Tom Fox, of Baltimore (who has a name which makes one think of Quakers) was in the Marine Band. He isn't unacquainted with violence, at least not in the abstract, and not as one who has never been ready to mete it out on orders, so he can't be called lily-livered in that way. He came to his Quakerism through introspection.

Limbaugh, well I, at the risk of delving too far into pop-psych, think him a phony of the first water. Pressed to hold to his faith and die, or turn apostate and live, he'd be running for the altar to bow down to whatever was behind it.

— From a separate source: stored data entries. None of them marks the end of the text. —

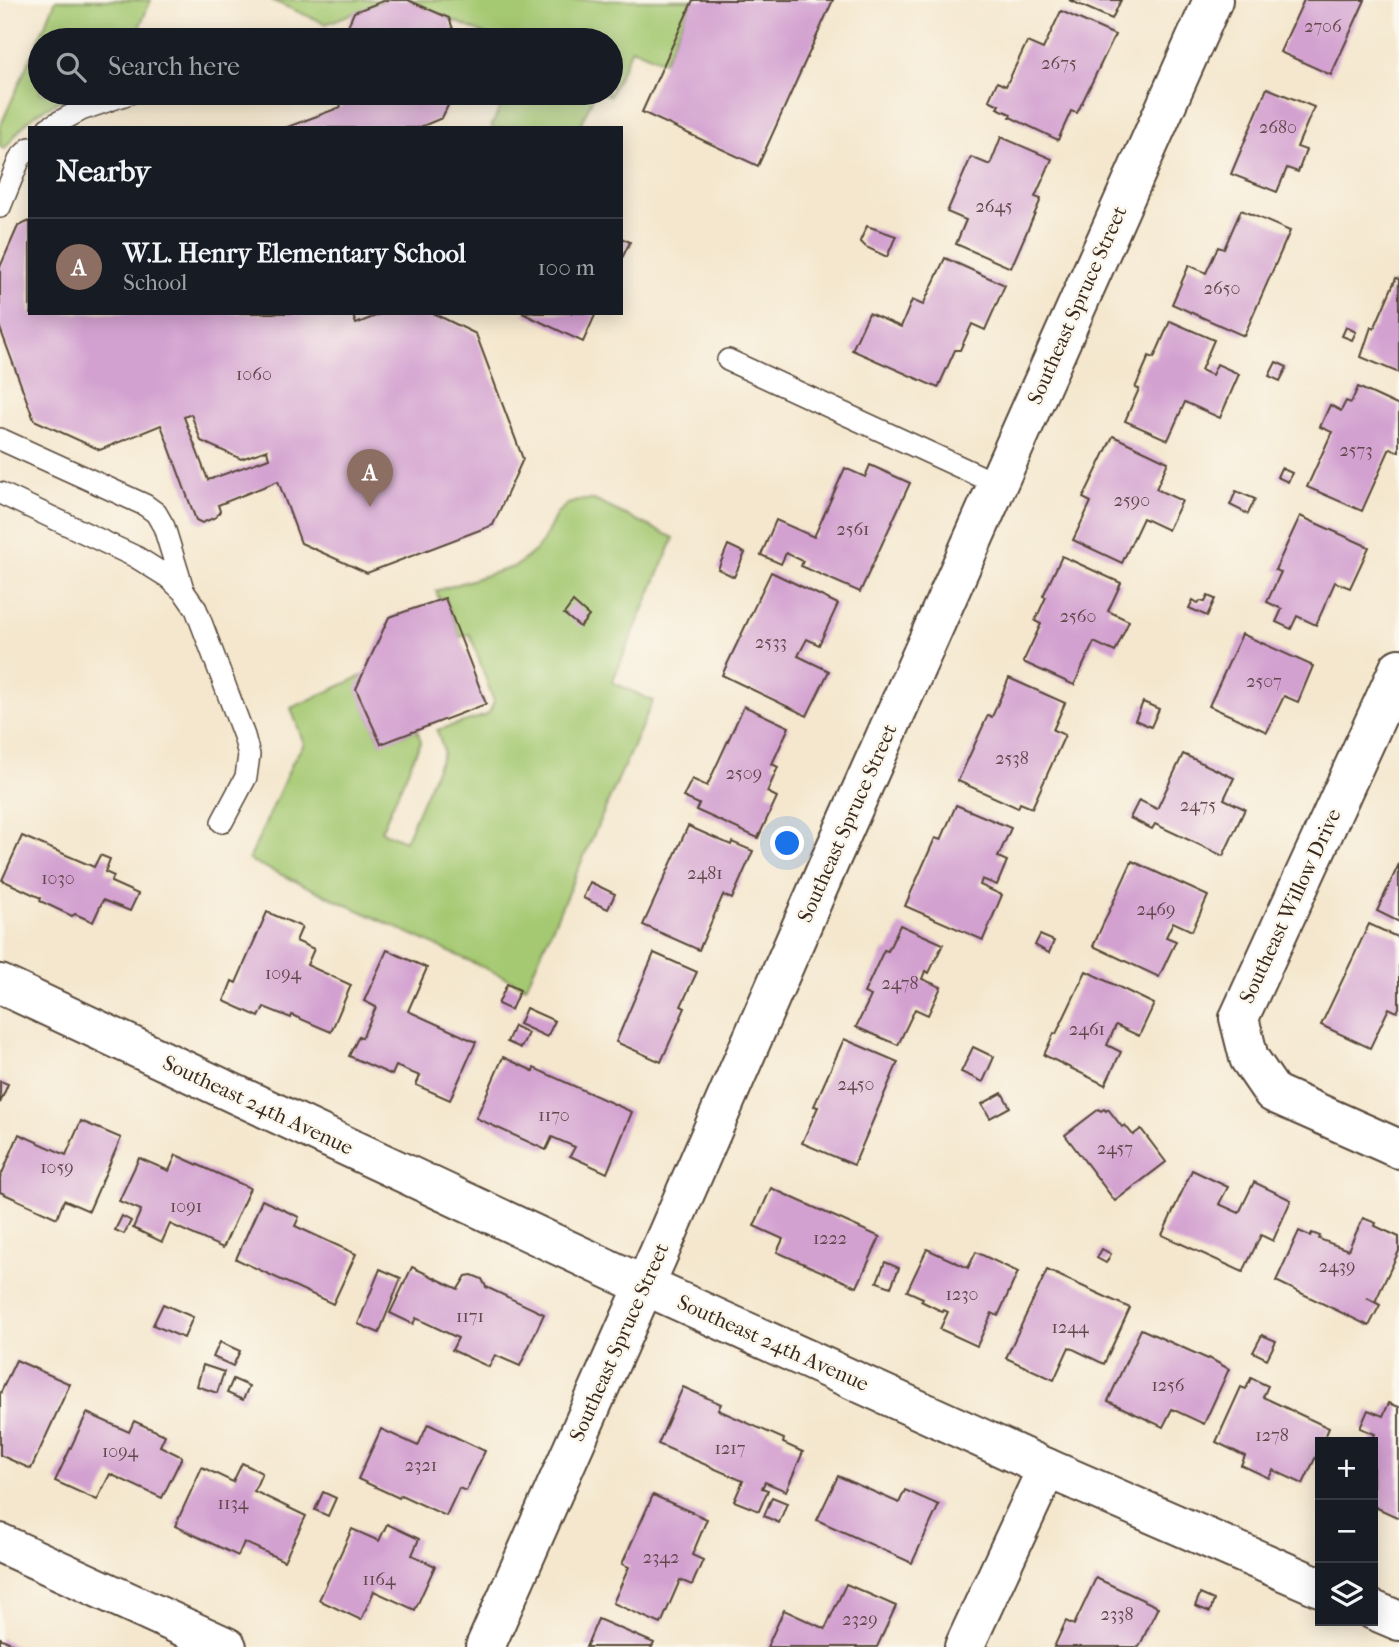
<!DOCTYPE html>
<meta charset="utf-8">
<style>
body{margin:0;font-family:"IM FELL French Canon",serif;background:#242831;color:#f1f3f6}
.controls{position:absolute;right:21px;bottom:21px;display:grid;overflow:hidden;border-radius:0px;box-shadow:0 4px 18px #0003}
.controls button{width:63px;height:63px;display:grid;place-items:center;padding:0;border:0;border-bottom:2px solid #363941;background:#171b24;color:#f1f3f6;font:35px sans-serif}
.you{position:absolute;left:788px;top:844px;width:24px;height:24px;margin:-18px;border:5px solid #fff;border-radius:50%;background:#1a73e8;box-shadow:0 0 0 10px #1a73e833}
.badge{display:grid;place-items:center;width:46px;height:46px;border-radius:50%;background:#1a73e8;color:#fff;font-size:23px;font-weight:700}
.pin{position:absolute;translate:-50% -58px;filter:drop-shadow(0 2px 4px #0008)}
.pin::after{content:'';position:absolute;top:37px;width:24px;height:21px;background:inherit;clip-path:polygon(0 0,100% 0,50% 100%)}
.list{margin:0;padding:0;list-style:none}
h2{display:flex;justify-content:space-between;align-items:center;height:91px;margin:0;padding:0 28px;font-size:30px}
h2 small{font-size:23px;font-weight:400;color:#9ea1a6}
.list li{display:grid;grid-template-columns:46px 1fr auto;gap:21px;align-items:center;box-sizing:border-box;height:98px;padding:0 28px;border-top:2px solid #363941}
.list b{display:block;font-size:26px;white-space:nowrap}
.list p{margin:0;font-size:23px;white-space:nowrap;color:#9ea1a6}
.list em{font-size:23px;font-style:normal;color:#9ea1a6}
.icon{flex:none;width:38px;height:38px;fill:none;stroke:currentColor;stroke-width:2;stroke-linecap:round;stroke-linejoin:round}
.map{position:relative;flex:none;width:1399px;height:1647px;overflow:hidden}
.search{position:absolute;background:#171b24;box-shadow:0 4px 18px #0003;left:28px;top:28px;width:595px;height:77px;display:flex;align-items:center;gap:18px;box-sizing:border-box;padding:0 24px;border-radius:38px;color:#9ea1a6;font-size:26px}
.panel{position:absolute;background:#171b24;box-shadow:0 4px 18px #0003;left:28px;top:126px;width:595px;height:189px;border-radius:0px}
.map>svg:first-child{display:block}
.green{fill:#a5c972;stroke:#707a48;stroke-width:2}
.building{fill:#d3a1d0;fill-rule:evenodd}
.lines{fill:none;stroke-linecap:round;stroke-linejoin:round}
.service-casing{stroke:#574638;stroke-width:24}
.minor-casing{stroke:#574638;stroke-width:42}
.service{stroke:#fff;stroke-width:21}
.minor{stroke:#fff;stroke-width:38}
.labels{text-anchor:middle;stroke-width:5;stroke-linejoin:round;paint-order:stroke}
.number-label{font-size:18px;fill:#61484a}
.street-label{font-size:21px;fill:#3b2a1e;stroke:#fbf7ec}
</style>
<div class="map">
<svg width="1399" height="1647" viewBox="0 0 1399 1647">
<rect width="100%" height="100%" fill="#fbf7ec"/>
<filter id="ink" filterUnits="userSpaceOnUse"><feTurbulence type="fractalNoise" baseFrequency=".0143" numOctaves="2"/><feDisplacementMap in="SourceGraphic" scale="14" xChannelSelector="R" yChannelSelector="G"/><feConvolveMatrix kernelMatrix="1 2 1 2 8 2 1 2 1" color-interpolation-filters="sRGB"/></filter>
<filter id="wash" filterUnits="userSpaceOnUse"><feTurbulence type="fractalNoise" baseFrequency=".00686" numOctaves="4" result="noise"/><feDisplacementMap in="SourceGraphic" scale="28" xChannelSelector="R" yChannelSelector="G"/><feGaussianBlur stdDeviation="1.57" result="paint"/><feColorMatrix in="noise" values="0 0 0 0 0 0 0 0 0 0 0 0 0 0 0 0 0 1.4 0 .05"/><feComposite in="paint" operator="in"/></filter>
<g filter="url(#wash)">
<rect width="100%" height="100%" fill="#f4e7ce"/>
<!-- green -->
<g class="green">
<path d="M56,0H151L134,40H40V93H76C41,109 27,116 5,149L0,147V127Z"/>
<path d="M271,0H386L326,24Z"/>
<path d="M408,0H693L664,62L632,48L610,96L602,93H611V40H497Z"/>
<path d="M507,93H595L579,128H493L491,127Z"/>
<path d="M581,500H594L674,538L612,682L653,701L526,987L249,860L293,761L304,744L291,708L364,675L357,689L381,743L417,730L421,741L381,831L405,841L444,752L437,730L484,716L489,713L494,702L470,634L460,637L445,598L439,599L436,591L516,566L535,551L543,541L557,513L568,504Z"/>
</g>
<g id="blocks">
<!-- building -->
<g class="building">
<path d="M386,0H408L449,18L457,40H342L354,12Z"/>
<path d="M693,0H833L758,166L642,112Z"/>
<path d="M1069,0H1121L1112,19Z"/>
<path d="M1304,0H1365L1331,75L1280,52Z"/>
<path d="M1061,11L1115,35L1077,113L1071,111L1058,140L1010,117L1011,114L997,108L999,105L989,100L997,82L1006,86L1027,42L1043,49Z"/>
<path d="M1267,88L1314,107L1297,147L1306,150L1298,172L1287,168L1277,192L1231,174Z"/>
<path d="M337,93H454L442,118L418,128H285L341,107Z"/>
<path d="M1001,137L1052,159L1035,197L1041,199L1011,268L956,244L966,220L947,212L971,157L990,165Z"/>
<path d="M1241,210L1290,231L1244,336L1172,304L1189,265L1206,273L1218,247L1224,249Z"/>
<path d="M30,221V313H352L356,324L383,313H433L476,334L523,459L493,525L367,573L301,543L278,481L218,505L220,511L216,517L202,523L196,520L161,425L100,450L34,420L0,328V267L18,226ZM191,414L201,441L241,459L267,450L269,458L208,480L184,417Z"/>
<path d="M867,226L896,236L887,257L866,247L860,241Z"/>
<path d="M621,238L630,242L621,260Z"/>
<path d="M945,258L1005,285L985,330L972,324L960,350H955L938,388L852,350L869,313L901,327L912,300L923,305Z"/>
<path d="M1396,278L1399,279V373L1361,357L1371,327L1374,329Z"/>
<path d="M522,313H596L583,342Z"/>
<path d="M1170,321L1214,340L1201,370L1212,375L1217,364L1239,374L1220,418L1185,402L1168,440L1125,421L1139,389L1135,388L1149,356L1154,358Z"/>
<path d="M1346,327L1356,332L1352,340L1342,336Z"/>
<path d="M1276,362L1287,367L1280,381L1269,376Z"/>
<path d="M1358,387L1399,406V452L1390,448L1362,511L1307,487L1332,432L1320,427L1330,405L1341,411L1346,401L1351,403Z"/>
<path d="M1113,436L1168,462L1156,489L1182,501L1168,530L1143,518L1122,563L1073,540L1091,502L1083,498Z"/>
<path d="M870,465L910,483L860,592L801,566L803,561L786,553L781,564L761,555L776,520L814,537L845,468L865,477Z"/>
<path d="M1281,468L1292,473L1288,482L1277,477Z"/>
<path d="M1236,491L1255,499L1248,514L1230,505Z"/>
<path d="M1300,516L1369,547L1350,588L1335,582L1316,625L1297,616L1291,629L1276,622L1282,609L1267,602L1281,572L1275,570Z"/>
<path d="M728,545L745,553L734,577L718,569Z"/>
<path d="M1062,556L1121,583L1108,611L1129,621L1115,652L1094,642L1074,685L1023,662L1041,624L1035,621L1046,597L1043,596Z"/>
<path d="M771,572L838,604L819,645L807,639L798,656L829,671L807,716L722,675Z"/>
<path d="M1208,596L1215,599L1207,616L1189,608L1193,600L1198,603L1200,601L1205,602Z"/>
<path d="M445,598L486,704L381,744L356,689L389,617Z"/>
<path d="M573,602L589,616L580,627L564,614Z"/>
<path d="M1242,634L1313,666L1298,702L1284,696L1267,732L1209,706Z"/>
<path d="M1009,678L1065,703L1053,730L1065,735L1032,808L1020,803L1018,808L958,781L988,715L992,717Z"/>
<path d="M1143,702L1159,709L1151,727L1135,720Z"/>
<path d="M744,706L789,727L772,764L778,767L767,792L777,797L758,838L696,810L699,804L683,797L692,779L707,786Z"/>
<path d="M1183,754L1234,778L1224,799L1245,809L1223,856L1155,824L1152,829L1130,818L1139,800L1157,809Z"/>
<path d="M956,805L1011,828L998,857L1007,861L997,885L982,879L980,885L1002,895L983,940L905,906L935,838L941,840Z"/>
<path d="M688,826L731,845L732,842L753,851L732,899L723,895L699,950L643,925Z"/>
<path d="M22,836L94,867L100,855L110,859L105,872L114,876L111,882L138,894L130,911L103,900L93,922L75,914L72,916L40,901L41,898L2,880Z"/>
<path d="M1132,861L1208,896L1192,931L1173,922L1166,937L1176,941L1159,977L1093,946Z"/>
<path d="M1399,864V922L1377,911Z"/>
<path d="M590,882L615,894L608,909L583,898Z"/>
<path d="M267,912L302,927L296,941L314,949L307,965L351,985L331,1032L292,1015L291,1018L264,1007L259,1017L224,1001L232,981L236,983Z"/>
<path d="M1369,924L1399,938V1008L1397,1012L1389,1008L1370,1048L1321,1025Z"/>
<path d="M900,925L943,944L929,973L925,971L922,979L941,987L928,1015L915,1009L898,1045L856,1027L871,996L864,993L884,950L888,951Z"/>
<path d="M1040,935L1054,941L1049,953L1035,945Z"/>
<path d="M387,950L427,968L408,1011L476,1042L450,1100L416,1085L420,1076L396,1066L392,1075L349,1056L359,1036L362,1038L376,1007L364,1001Z"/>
<path d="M654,953L697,972L681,1006L685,1008L661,1062L616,1042Z"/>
<path d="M1086,971L1154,1004L1139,1036L1116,1025L1107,1045L1121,1052L1105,1085L1044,1055L1054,1033L1056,1034Z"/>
<path d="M507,984L520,990L511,1010L498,1004Z"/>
<path d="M526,1008L555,1021L547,1037L519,1024Z"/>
<path d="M514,1026L528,1033L521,1048L507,1042Z"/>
<path d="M844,1039L898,1062L854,1165L802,1143L818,1107L814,1106Z"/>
<path d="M973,1047L994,1057L983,1082L961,1072Z"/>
<path d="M503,1057L533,1071L534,1068L632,1112L607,1173L570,1156L575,1147L552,1137L546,1150L476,1118Z"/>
<path d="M0,1081L8,1084L0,1103Z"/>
<path d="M1002,1093L1010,1107L990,1118L982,1104Z"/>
<path d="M1099,1109L1101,1111L1104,1109L1106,1111L1108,1109L1122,1127L1125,1125L1133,1135L1141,1129L1166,1162L1115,1201L1065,1135Z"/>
<path d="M81,1121L121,1138L89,1211L64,1200L57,1218L0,1192V1178L19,1134L66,1155Z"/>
<path d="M176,1155L250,1188L223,1248L170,1224L162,1242L133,1228L141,1210L119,1201L139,1158L169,1171Z"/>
<path d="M1192,1170L1228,1187L1219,1204L1239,1213L1254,1182L1291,1200L1273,1241L1261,1235L1243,1272L1162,1235Z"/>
<path d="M771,1188L880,1237L857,1287L777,1252L783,1239L754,1226Z"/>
<path d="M262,1200L299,1217L295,1226L356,1254L333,1304L236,1259Z"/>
<path d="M122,1216L131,1221L124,1234L115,1230Z"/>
<path d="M1363,1218L1376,1223L1375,1226L1399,1237V1251L1375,1302L1367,1298L1380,1305L1369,1326L1276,1281L1299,1231L1310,1236L1312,1233L1320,1236L1319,1239L1348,1250Z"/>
<path d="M927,1249L968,1268L976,1252L1018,1272L998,1316L992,1313L977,1346L940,1329L948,1312L944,1310L943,1312L921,1301L923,1298L907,1291Z"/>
<path d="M1102,1249L1111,1254L1106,1263L1097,1258Z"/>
<path d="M885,1262L899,1268L891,1287L877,1282Z"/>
<path d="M412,1267L458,1289L466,1276L472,1275L482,1279L486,1287L544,1314L520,1366L495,1355L489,1367L452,1350L458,1338L416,1318L413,1324L390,1313Z"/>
<path d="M380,1269L401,1278L379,1333L358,1324Z"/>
<path d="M1047,1270L1130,1308L1104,1364L1069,1347L1054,1380L1006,1358Z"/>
<path d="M163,1304L193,1317L184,1338L153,1325Z"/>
<path d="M1141,1329L1208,1359L1209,1358L1229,1369L1204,1424L1172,1409L1163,1427L1108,1401Z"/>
<path d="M1262,1335L1276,1341L1267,1359L1253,1352Z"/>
<path d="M220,1342L240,1351L233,1366L213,1357Z"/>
<path d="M16,1360L70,1384L31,1469L0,1455V1394Z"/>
<path d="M203,1365L224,1372L217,1393L197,1386Z"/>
<path d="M1251,1378L1268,1386L1263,1397L1329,1428L1323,1442H1320V1448L1303,1484L1273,1470L1269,1478L1241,1465L1245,1456L1216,1442L1241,1387L1246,1389Z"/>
<path d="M233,1379L249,1386L243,1400L227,1393Z"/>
<path d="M683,1387L721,1404L718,1410L784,1439L783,1443L803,1452L786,1491L765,1482L762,1488L768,1490L759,1511L734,1501L743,1481L658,1444Z"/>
<path d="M1389,1403L1399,1407V1518L1373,1506V1442H1371L1375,1434L1360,1428L1368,1410L1383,1416Z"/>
<path d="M87,1413L129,1432L134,1421L165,1435L160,1446L182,1457L162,1498L110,1474L97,1500L55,1481Z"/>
<path d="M428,1424L485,1451L466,1491L459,1488L446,1516L401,1495L399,1498L358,1479L381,1429L418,1446Z"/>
<path d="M242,1463L262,1473L254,1491L306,1516L284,1561L244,1542L238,1556L175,1526L202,1467L233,1482Z"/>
<path d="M838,1476L899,1503L905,1490L939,1505L912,1563L817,1520Z"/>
<path d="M323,1492L336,1498L328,1516L315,1510Z"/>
<path d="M653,1495L707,1519L692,1555L703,1560L692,1585L680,1580L661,1624L613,1603L629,1567L622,1564Z"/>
<path d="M772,1497L787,1503L779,1523L764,1516Z"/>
<path d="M387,1524L419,1539L412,1555L435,1566L415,1610L374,1591L361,1620L319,1600L352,1529L379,1541Z"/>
<path d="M1096,1578L1158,1607L1139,1647H1054L1066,1621L1074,1625Z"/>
<path d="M846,1584L896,1606L877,1647H767L784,1610L825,1629Z"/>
<path d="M1200,1594L1214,1600L1210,1612L1195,1606Z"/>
<path d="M598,1619L654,1643L652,1647H586Z"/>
<path d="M0,1638L19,1647H0Z"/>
</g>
</g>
</g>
<g filter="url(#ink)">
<use href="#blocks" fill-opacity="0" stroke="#574638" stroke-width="2"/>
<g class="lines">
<defs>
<g id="service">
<path d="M48,128L81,110L130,93"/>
<path d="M0,207L20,158L30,148"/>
<path d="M728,360L997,484"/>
<path d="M0,439L145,505L156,513L164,527L183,589"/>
<path d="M0,493L136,557L168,577L184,592L196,609L244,736L249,755L246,777L222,822"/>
</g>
<g id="minor">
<path d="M1399,668L1239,1018L1249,1058L1273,1093L1399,1149"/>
<path d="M0,984L615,1272L1047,1468L1320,1587"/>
<path d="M0,1543L227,1647"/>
<path d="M1373,1610L1399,1621"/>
<path d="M485,1647L659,1253L829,863L1213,0"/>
<path d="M964,1647L1047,1468"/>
</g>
</defs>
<!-- service casing -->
<use href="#service" class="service-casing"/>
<!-- minor casing -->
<use href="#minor" class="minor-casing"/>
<!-- service -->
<use href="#service" class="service"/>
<!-- minor -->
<use href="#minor" class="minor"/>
</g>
</g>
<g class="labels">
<!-- number labels -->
<g class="number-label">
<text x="1323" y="32">2706</text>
<text x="1059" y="69">2675</text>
<text x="1278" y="133">2680</text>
<text x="994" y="212">2645</text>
<text x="1222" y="294">2650</text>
<text x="254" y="380">1060</text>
<text x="1356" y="456">2573</text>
<text x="1132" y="506">2590</text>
<text x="853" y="535">2561</text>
<text x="1078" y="622">2560</text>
<text x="771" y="648">2533</text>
<text x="1264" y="687">2507</text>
<text x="1012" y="764">2538</text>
<text x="744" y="779">2509</text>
<text x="1198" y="811">2475</text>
<text x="705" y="879">2481</text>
<text x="58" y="884">1030</text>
<text x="1156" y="915">2469</text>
<text x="283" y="979">1094</text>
<text x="900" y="989">2478</text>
<text x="1087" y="1035">2461</text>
<text x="856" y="1090">2450</text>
<text x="554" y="1121">1170</text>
<text x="1115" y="1154">2457</text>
<text x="57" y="1173">1059</text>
<text x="186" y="1212">1091</text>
<text x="830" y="1244">1222</text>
<text x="1337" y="1272">2439</text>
<text x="962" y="1300">1230</text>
<text x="470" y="1322">1171</text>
<text x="1070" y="1333">1244</text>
<text x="1168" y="1391">1256</text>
<text x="1272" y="1441">1278</text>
<text x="730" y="1454">1217</text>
<text x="120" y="1457">1094</text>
<text x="421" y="1471">2321</text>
<text x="233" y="1509">1134</text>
<text x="661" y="1563">2342</text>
<text x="379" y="1585">1164</text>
<text x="1117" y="1620">2338</text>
<text x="860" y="1625">2329</text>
</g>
<!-- street labels -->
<g class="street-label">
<text transform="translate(1077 305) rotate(-66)" y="7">Southeast Spruce Street</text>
<text transform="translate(847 823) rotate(-66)" y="7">Southeast Spruce Street</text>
<text transform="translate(1290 906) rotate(-65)" y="7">Southeast Willow Drive</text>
<text transform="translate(258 1105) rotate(25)" y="7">Southeast 24th Avenue</text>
<text transform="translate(619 1342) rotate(-66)" y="7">Southeast Spruce Street</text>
<text transform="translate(773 1343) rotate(24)" y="7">Southeast 24th Avenue</text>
</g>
</g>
</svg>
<div class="controls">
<button>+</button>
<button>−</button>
<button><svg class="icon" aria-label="layers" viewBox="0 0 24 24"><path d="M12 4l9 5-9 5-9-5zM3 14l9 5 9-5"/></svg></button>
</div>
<div class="you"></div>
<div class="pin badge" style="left:370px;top:507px;background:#8d6e63">A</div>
<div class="search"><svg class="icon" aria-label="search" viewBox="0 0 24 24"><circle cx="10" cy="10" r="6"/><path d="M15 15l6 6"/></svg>Search here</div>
<section class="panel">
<h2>Nearby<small></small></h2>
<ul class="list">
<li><span class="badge" style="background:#8d6e63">A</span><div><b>W.L. Henry Elementary School</b><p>School</p></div><em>100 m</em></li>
</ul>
</section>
</div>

He can't concieve of not giving in to force and so people like these terrify him, because they shame him.

I wish there was some way I could make it plain to the people who pay him that promulgating his loathesome rhetoric is unprofitable, but I can't, there are too many cretins who like to be told that turning the other cheek is weak, that crushing all who oppose you, in the least way, need to be eradicated (not just beaten, but eliminated from the face of the earth, save a few, kept as examples to all who might think to oppose the Grand Order of Life, as Limbaugh sees it... just look to what he said about liberals, and not killing all of them. It means he was talking about killing most of them. Once might be satire, but things like this make me disbelieve him).

But I can't. So I have to testify in my own small ways.

But I'm not a Quaker, so pity the fool who strikes at me, I'm not turning the other cheek to them.